America was the first country to build nuclear weapons. It’s also still the only one to use them in war. Since then, we’ve constructed a sprawling nuclear arsenal and now spend nearly $100 billion a year just to maintain and upgrade those weapons — a sliver of the $900 billion Pentagon budget that grows year after year.

For Cohen, the real obscenity isn’t just the size of the arsenal. It’s what that budget says about who we are. “A budget is a reflection of your morality,” he says. And by that measure, the United States is morally bankrupt.

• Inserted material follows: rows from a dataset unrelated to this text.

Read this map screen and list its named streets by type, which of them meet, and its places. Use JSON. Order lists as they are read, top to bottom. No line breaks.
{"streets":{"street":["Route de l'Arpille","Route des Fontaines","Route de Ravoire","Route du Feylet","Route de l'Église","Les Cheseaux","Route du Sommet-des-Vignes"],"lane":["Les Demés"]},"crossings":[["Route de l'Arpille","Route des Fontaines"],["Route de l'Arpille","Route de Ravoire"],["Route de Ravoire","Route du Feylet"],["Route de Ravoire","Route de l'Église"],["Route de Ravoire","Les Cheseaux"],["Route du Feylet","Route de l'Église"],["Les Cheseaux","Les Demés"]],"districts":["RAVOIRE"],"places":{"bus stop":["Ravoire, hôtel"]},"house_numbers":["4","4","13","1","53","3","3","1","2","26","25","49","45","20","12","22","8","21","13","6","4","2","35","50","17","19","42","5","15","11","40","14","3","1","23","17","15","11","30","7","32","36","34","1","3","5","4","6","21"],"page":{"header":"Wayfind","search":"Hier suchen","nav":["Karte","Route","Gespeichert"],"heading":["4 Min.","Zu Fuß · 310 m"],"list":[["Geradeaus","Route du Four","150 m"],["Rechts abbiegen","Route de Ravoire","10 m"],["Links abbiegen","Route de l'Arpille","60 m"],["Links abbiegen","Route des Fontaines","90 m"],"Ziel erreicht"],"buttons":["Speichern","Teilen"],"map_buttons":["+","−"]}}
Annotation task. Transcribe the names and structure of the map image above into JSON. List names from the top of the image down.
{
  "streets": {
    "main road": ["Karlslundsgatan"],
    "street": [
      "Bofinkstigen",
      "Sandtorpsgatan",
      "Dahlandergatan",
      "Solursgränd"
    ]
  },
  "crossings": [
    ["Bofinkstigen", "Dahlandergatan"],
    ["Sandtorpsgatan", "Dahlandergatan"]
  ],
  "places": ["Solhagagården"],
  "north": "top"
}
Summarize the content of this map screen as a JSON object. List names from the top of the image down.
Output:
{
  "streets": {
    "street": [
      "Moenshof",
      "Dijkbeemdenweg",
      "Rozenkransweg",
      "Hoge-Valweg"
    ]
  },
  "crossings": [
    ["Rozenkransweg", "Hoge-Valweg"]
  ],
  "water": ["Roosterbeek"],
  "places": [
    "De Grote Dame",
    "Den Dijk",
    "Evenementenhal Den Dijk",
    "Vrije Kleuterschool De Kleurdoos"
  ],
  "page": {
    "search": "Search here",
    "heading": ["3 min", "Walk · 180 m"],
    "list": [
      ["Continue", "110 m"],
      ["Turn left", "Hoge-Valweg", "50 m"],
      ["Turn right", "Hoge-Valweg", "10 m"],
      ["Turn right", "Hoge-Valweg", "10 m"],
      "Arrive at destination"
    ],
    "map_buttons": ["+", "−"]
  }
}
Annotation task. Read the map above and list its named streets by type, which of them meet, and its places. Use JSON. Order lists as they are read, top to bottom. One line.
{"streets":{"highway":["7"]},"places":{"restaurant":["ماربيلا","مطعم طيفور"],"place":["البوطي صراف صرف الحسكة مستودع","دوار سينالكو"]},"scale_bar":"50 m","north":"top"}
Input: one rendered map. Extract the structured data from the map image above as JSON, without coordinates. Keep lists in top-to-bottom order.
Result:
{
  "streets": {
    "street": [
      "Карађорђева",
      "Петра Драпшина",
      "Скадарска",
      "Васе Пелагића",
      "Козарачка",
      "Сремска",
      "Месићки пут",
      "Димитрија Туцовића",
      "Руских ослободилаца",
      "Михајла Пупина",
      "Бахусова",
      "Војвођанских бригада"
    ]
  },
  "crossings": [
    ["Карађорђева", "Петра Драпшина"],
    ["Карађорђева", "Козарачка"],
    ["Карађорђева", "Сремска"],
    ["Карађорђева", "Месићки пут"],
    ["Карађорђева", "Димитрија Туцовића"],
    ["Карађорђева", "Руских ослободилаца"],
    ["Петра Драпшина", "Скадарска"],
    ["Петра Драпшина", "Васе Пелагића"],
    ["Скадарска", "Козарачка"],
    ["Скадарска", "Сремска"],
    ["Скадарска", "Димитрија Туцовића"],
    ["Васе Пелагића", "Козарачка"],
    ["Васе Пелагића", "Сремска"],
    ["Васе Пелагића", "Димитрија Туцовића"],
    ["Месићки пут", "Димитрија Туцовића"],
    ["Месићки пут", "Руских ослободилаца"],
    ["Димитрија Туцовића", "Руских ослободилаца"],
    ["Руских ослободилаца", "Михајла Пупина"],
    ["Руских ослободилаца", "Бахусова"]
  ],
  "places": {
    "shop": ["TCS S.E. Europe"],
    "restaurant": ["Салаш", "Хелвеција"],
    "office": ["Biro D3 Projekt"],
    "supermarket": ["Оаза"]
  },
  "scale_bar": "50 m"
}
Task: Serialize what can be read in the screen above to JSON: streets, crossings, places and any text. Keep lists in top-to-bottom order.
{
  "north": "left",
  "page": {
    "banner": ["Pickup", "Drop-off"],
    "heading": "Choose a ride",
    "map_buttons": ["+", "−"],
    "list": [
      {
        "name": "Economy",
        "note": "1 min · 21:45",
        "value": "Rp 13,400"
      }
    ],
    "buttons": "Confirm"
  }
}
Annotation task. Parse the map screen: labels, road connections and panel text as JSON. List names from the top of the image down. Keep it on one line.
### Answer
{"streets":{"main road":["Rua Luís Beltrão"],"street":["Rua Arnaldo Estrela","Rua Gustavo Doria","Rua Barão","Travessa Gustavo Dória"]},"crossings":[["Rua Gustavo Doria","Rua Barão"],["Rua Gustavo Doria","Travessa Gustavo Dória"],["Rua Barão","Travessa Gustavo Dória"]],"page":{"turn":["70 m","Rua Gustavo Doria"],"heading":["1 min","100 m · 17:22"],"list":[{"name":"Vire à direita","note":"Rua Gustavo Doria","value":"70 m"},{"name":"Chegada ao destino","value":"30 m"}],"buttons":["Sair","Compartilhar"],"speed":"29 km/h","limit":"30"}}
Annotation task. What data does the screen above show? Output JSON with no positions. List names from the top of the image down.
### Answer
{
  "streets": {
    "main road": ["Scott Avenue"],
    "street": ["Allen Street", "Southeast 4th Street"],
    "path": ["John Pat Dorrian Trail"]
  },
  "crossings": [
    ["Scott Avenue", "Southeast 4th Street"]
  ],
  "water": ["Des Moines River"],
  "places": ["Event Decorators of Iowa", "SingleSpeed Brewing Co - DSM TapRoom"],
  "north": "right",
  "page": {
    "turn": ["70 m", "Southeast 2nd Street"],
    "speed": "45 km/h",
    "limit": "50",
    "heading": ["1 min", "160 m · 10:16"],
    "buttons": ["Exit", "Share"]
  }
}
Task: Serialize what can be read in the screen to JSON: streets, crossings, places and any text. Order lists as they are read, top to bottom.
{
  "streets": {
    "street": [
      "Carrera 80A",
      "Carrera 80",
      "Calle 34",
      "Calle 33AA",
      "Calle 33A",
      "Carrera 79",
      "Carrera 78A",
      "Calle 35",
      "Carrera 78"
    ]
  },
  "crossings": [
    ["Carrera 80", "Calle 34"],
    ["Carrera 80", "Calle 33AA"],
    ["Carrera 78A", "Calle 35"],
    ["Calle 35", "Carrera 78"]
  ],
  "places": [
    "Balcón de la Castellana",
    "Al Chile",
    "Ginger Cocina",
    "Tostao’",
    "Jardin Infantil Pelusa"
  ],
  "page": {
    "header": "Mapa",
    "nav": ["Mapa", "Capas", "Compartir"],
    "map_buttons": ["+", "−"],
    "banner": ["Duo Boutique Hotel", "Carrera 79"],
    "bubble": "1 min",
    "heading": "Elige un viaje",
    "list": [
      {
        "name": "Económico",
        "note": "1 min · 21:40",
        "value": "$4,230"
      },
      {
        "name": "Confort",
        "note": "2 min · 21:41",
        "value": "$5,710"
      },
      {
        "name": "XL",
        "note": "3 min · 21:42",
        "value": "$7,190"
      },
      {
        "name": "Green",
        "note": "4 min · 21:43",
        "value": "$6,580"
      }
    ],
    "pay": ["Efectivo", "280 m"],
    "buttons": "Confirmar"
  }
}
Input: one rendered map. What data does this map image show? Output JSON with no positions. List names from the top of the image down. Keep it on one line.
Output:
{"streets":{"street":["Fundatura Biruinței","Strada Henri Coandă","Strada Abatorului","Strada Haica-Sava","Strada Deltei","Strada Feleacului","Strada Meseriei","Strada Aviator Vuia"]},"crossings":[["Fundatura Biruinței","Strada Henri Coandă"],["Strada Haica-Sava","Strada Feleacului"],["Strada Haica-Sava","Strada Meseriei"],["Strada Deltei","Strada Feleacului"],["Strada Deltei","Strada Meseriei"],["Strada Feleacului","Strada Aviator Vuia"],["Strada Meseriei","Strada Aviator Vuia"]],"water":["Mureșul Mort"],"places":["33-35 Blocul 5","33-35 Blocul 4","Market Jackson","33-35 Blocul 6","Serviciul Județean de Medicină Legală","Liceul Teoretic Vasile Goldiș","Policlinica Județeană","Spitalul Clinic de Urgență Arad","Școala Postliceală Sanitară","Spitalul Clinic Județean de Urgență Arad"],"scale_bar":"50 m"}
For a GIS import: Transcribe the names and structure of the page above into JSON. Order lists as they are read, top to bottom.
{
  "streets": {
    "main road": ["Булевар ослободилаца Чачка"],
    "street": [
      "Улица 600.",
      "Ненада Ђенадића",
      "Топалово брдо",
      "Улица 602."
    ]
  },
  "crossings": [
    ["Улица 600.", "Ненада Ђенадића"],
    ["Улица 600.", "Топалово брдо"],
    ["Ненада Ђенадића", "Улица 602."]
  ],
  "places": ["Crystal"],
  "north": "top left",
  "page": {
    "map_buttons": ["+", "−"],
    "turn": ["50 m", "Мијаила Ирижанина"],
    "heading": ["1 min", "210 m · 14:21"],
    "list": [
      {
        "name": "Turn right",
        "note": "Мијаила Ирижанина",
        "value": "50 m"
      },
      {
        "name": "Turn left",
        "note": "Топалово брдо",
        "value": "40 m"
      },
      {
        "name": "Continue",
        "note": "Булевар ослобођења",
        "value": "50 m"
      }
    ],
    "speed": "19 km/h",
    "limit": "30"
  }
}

From Hiroshima to 50,000 BBs

In one gut-punch moment, Cohen uses BB pellets to illustrate the absurdity of our nuclear stockpile. One BB represents the bomb dropped on Hiroshima. Then he pours out 50,000 BBs — representing today’s arsenal. “Enough to kill everybody on Earth,” he says. “That’s f***ing crazy.”

But that’s only part of the madness. The Department of Defense isn’t just funding weapons — it’s draining the life out of public services. Education, housing, healthcare, even clean water — all sacrificed at the altar of the war economy. The U.S. doesn’t just have a Pentagon for defense anymore — it has a global military empire, with 800 military bases scattered across the planet. The next country on that list? Eight.

Manufactured Consent, Manufactured Poverty

Cohen highlights how our military economy is intentionally designed to be unkillable. Weapons manufacturers strategically distribute components of military systems across every congressional district. That way, if a lawmaker tries to cancel a failing or overpriced weapons program, they’re warned: “You’ll lose jobs in your district.” It’s not national security — it’s extortion dressed up in red, white, and blue.

And it works. Congress keeps signing off on bloated military budgets, while pretending we “just don’t have the money” for healthcare or affordable housing. That’s not oversight — that’s complicity.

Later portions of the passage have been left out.